Despite having one of the lowest populations, the North East shire has topped the list in the state with 27.6 per cent drinking at risky levels.
This statistic shows residents are four times more likely to drink alcohol than those in City of Greater Dandenong which came in healthy last place for the state.
The latest data, which described risky levels as more than two standard drinks per day, by the Mitchell Institute also has Alpine Shire a close second with 24.9 per cent.
Neighbouring local government area Indigo Shire wasn't much better with 22.9 per cent while Wangaratta sits at 21.1 per cent.
Mitchell Institute professor Rosemary Calder said people who drink to excess are at much higher risk of alcohol-related illness including heart disease, stroke, liver disease, some cancers, depression, anxiety and dementia.
The Alcohol Report also shows lower socio-economic city communities and those with high migrant populations were more likely to have lower rates of risky drinking.
Nationally the average risky drinking rate is trending downward.
IN OTHER NEWS:
But despite Australians being on track to reach the 2025 target of 16.1 per cent, North East areas are a long way off.
Wodonga's drinking habits are slightly better at 16.7 per cent, while across the Border, Albury is sitting at 19.8 per cent.
Greater Hume Shire was around the same mark at 19.6 per cent.
"This suggests that a culture of drinking plays the biggest factor in risky drinking rates and alcohol prices are also influencing drinking patterns," professor Calder said.
She said government programs that promoted safe drinking and healthcare supports should be targeted into the communities that needed it most.
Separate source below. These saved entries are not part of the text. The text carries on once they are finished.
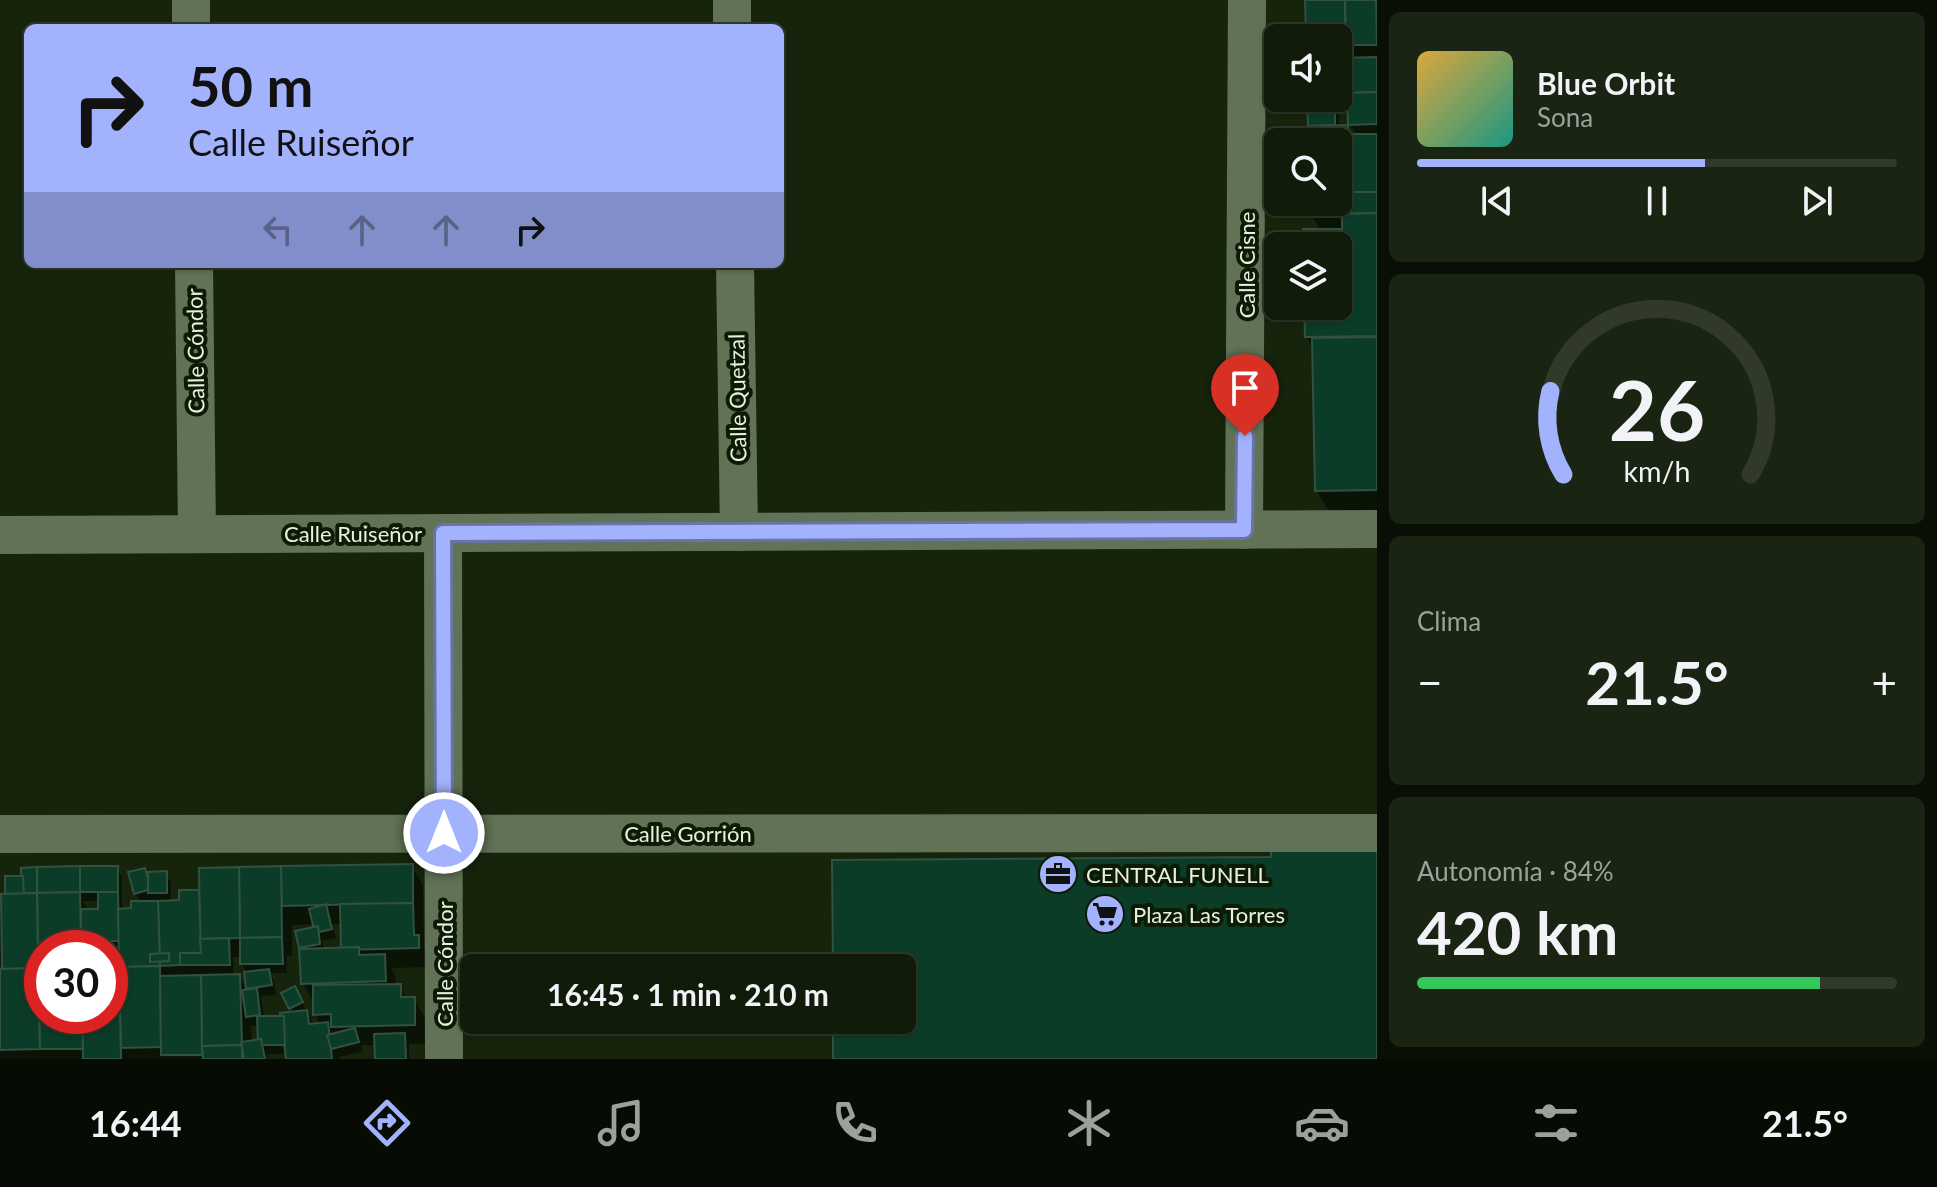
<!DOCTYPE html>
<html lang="es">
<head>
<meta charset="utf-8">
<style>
  body { margin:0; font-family:Lato,sans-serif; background:#192412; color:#f1f3f6; height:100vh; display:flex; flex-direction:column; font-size:30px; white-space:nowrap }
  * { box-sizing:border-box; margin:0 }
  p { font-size:26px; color:#9ca19c }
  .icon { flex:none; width:44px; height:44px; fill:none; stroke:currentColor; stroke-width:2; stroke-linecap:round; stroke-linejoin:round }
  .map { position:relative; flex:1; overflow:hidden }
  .side { display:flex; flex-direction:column; gap:12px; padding:12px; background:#090f05; width:560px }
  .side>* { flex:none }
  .hud { position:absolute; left:24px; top:24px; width:760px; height:244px; border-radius:12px; box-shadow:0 2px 6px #0004,0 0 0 2px #30392a; background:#a3b2fd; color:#111; overflow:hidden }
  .controls { position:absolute; left:1264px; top:24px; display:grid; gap:16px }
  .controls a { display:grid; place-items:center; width:88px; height:88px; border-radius:12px; background:#101b09; box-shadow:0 2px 6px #0004,0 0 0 2px #30392a; font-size:40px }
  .speed { position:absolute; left:24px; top:930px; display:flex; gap:16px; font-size:40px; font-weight:700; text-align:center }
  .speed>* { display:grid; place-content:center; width:104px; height:104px; border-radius:50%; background:#101b09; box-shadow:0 2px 6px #0004,0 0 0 2px #30392a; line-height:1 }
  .speed .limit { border:12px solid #d22; background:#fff; color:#111 }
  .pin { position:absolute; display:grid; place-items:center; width:68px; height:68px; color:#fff; margin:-82px -34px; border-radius:50% 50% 50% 0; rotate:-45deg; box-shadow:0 0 8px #0007 }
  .pin .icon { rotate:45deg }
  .me { position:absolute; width:88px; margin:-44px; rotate:0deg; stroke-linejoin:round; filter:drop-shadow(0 0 6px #0008) }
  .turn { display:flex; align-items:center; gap:28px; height:168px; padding:0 32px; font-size:36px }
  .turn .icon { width:104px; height:104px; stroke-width:2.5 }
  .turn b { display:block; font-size:56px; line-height:68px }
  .lanes { display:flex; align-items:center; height:76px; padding:0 32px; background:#0003; justify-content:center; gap:40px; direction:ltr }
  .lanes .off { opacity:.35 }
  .big { font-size:60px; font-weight:700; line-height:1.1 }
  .side .tile { flex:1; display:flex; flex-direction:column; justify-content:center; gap:12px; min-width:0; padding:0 28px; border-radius:12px; background:#192412 }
  .side .dial { align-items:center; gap:0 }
  .dial svg { height:208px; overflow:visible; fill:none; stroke:#30392a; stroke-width:7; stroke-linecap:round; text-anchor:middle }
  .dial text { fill:#f1f3f6; stroke:none }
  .song { display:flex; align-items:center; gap:24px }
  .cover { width:96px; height:96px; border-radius:12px; background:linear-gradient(135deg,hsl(40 70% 55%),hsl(170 70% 35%)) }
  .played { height:8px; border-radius:4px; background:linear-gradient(90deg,#a3b2fd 60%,#30392a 60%) }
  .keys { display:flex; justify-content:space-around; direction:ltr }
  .heat { display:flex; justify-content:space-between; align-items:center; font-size:44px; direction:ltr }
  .charge { height:12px; border-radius:6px; background:linear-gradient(90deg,#34c759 84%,#30392a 0) }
  .trip { position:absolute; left:460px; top:954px; width:456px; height:80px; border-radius:12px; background:#101b09; box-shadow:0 2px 6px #0004,0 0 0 2px #30392a; font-weight:700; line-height:80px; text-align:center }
  .dock { display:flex; height:128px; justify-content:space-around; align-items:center; background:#060b04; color:#9ca19c }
  .dock .icon { width:56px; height:56px }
  .dock .selected { color:#a3b2fd }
  .dock b { font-size:36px; color:#f1f3f6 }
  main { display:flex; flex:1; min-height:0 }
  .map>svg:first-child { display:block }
  .shadow { fill:#0007; fill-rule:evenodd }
  .building { fill:#0b3c28; stroke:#315141; stroke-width:2 }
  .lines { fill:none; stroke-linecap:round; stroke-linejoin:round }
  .minor { stroke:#617256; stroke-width:38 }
  .route-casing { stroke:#6a74a4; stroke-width:20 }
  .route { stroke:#a3b2fd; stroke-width:14 }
  .labels { text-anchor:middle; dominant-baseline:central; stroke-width:8; stroke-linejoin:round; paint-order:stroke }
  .street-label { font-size:22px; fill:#e7f1e1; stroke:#0d1b04 }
  .poi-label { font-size:22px; fill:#e7f1e1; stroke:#0d1b04; text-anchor:start }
</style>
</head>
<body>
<main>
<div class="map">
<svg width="1377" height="1059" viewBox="0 0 1377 1059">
  <rect width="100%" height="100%" fill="#16240c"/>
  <g class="shadow">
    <path d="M1307,0H1377V518L1333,519L1317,491L1314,350L1307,337L1306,306H1338V246H1305L1321,231L1311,214L1310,202H1338V194H1350V188H1338V142H1310L1309,98H1338V38H1312L1308,32ZM1340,51H1351L1356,60H1341ZM1339,112H1349L1350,124L1357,136H1352L1346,127H1339Z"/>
    <path d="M411,866L423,885L424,947L429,956L430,967L391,968L395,976L396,986H400L407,999H414L425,1018L426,1044H409V1059H377L376,1045H361L362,1052L339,1057L340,1059H288L287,1054H266L267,1059H0V971H4V966H0V911L3,917V895L117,868L122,877V911L133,910L141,903L135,893L146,874L165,873L171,883V902H181V892H201V870ZM83,901H100V911H89ZM315,924L316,929L298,932L301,949L303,983L314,1003L315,1014L321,1025H314L294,988L284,994L294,1013L283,1018H264L261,996L276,995L274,981L269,973H287V956H292V925ZM332,924H342L343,949L324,950L322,941L336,938ZM42,948L121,949V969H110V1016H42ZM233,957H242V964L248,974L249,993L239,976H234ZM259,1025V1041L252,1043L251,1026Z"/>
  </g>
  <g class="building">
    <path d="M1305,0H1345V32H1306Z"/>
    <path d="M1345,0H1376L1377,45H1346Z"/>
    <path d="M1377,57V92L1338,93V58Z"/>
    <path d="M1377,92V124L1348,125L1347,93Z"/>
    <path d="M1307,98H1335V125L1308,126Z"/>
    <path d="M1348,125V149H1338V142H1308V126Z"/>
    <rect x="1348" y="134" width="29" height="58"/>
    <rect x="1338" y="149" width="10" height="30"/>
    <path d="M1338,192H1377V213L1309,214V202H1338Z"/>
    <path d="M1377,213V336L1305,337L1304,306H1338V246H1303V229H1342V214Z"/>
    <path d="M1377,337V490L1315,491L1312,338Z"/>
    <path d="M1377,847V1059H833V1020H902V968H833L832,860L1271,857V848Z"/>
    <path d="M413,864V903L282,906L281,866Z"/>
    <rect x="80" y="866" width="38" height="26"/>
    <path d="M80,866V892L37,893V867Z"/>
    <path d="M281,866L282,937L240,938L239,867Z"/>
    <path d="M37,867V893H21V868Z"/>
    <path d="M239,867L240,938L200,939L199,868Z"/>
    <path d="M145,868L151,889L134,894L128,872Z"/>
    <path d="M167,871V893H148V872Z"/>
    <path d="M5,876H23L24,897L5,898Z"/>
    <path d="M179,890H199L201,953H180V965L160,966L158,901L179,900Z"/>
    <path d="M80,892L81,948H61V941L38,942L37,893Z"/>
    <path d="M98,892H118L119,941H81V909H98Z"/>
    <path d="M37,893L38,968L2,969L1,894Z"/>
    <path d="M131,901H158L160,966L119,967L118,909L131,908Z"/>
    <path d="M413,903L414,935H419V948L341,950L340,904Z"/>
    <path d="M326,904L332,929L315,933L309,909Z"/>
    <path d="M318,926L320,944L299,948L295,931Z"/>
    <path d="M282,937L283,964H240V938Z"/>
    <path d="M229,938L230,965H180V953H201L200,939Z"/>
    <path d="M61,941V948H42V968H38V942Z"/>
    <path d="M359,947V955L385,954L386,981L301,984L299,949Z"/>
    <path d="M169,953V961L150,962V954Z"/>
    <path d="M160,966L161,1047L121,1048L119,967Z"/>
    <path d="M110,967H119L121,1059H83L82,1016H110Z"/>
    <path d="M38,968L40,1049L0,1050V969Z"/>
    <path d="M269,969L272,985L246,989L244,972Z"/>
    <path d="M240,974L242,1045L202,1046L201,975Z"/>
    <path d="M201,975L202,1055H161L160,976Z"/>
    <path d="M401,984V997H415V1025L331,1027V1014L313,1015V985Z"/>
    <path d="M295,986L303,1002L289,1009L281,993Z"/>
    <path d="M257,988L260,1015L246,1017L242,990Z"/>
    <path d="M39,991H42V1016H82L83,1049H40Z"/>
    <path d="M307,1010L309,1024L328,1022L332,1059H286L280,1013Z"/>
    <path d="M257,1016H284L285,1045H258Z"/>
    <path d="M355,1028L359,1042L331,1049L327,1035Z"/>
    <path d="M405,1033L406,1059H375L374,1034Z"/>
    <path d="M261,1039L265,1059H244L241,1042Z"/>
    <path d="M242,1045V1059H203L202,1046Z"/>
  </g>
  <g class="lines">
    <g class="minor">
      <path d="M191,0V28"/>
      <path d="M732,0V28"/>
      <path d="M194,264L197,534"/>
      <path d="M735,264L739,532"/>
      <path d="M1244,530L1247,0"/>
      <path d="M443,533L444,1059"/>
      <path d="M0,535L1377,529"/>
      <path d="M0,834L1377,833"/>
    </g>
  </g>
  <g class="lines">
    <g class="route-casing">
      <path id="route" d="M444,833L443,533L1244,530L1245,436"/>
    </g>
    <use href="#route" class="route"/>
  </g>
  <defs>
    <g id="office-disc" transform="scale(2)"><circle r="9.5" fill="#a3b2fd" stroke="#0d1b04"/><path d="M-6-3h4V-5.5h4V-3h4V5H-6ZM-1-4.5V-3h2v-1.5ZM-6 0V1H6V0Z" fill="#111"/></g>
    <g id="supermarket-disc" transform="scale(2)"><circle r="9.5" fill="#a3b2fd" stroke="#0d1b04"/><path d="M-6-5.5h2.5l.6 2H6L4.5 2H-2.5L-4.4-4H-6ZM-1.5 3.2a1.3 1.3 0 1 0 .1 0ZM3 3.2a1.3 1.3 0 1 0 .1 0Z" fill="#111"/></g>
  </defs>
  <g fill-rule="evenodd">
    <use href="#office-disc" x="1058" y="874"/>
    <use href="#supermarket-disc" x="1105" y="914"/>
  </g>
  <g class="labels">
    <g class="street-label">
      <text transform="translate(1246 265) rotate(-90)">Calle Cisne</text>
      <text transform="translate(195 351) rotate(-91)">Calle Cóndor</text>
      <text transform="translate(737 398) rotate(-91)">Calle Quetzal</text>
      <text x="353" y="533">Calle Ruiseñor</text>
      <text x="688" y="833">Calle Gorrión</text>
      <text transform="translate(444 964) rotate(-90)">Calle Cóndor</text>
    </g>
    <g class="poi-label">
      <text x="1086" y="874">CENTRAL FUNELL</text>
      <text x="1133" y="914">Plaza Las Torres</text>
    </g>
  </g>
</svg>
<div class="controls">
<a><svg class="icon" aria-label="sound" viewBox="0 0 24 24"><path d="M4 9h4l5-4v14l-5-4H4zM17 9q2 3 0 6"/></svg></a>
<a><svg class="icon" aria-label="search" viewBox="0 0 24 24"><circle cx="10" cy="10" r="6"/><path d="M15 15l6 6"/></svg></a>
<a><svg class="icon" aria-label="layers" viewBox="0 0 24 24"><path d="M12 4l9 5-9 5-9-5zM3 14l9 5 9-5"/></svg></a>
</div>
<div class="speed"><div class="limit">30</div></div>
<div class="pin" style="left:1245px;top:436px;background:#d93025"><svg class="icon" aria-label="arrive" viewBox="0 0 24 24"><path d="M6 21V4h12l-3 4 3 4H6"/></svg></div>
<svg class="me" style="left:444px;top:833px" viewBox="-20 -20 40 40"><circle r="17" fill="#a3b2fd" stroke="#fff" stroke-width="3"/><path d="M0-11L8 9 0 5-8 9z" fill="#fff"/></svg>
<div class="trip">16:45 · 1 min · 210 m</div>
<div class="hud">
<div class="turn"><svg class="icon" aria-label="right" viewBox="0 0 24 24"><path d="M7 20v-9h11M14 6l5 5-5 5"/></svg><div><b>50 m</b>Calle Ruiseñor</div></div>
<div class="lanes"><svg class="icon off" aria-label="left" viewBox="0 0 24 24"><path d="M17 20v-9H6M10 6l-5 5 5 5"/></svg><svg class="icon off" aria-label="ahead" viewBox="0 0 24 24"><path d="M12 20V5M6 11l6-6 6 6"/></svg><svg class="icon off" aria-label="ahead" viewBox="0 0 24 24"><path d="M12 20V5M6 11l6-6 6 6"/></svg><svg class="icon" aria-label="right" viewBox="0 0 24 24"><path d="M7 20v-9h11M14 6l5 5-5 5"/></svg></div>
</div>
</div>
<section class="side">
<div class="tile">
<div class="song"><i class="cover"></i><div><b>Blue Orbit</b><p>Sona</p></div></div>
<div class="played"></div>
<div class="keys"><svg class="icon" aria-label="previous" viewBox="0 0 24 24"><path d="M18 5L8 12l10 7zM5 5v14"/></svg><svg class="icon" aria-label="pause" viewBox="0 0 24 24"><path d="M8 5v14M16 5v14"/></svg><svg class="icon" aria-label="next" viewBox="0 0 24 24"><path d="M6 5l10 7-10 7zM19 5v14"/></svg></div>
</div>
<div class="tile dial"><svg viewBox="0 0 100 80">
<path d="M14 69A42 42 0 1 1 86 69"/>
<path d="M14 69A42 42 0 0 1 9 37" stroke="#a3b2fd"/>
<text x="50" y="56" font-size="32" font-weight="700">26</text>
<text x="50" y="72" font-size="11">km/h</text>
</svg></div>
<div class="tile"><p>Clima</p>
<div class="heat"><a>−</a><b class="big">21.5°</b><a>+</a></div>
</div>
<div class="tile"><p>Autonomía · 84%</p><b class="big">420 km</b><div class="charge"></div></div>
</section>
</main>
<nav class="dock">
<b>16:44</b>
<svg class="icon selected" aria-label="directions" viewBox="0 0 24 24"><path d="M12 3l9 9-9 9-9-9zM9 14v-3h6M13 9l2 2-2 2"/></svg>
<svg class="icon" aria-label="music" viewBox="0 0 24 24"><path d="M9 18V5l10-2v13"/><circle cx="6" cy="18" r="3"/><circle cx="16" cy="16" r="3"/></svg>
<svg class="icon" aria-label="phone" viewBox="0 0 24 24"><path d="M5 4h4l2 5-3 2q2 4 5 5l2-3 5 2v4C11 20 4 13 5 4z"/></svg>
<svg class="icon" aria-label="climate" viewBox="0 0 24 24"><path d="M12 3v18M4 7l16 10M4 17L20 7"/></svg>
<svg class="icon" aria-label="car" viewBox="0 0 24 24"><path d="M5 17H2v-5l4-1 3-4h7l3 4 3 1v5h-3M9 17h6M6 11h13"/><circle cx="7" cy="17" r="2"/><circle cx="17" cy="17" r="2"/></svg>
<svg class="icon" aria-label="filters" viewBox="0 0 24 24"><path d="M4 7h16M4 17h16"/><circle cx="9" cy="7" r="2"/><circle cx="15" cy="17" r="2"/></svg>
<b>21.5°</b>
</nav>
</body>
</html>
"We need to focus on getting effective information and supports for reducing alcohol consumption into regional communities," she said.
Snowy Monaro Regional Council was the second biggest drinker in NSW with 28 per cent.
Nationally, Byron Shire Council on the northern NSW coast topped the list with 31.6 per cent.
This week the National Health and Medical Research Council released new draft alcohol guidelines recommending no more than 10 standard drinks per week and no more than four drinks in one day.
The Australian Health Policy Collaboration, led by the Mitchell Institute, wants to increase the alcohol tax by 10 per cent and add wine, cider and other fruit-based alcohol to the list.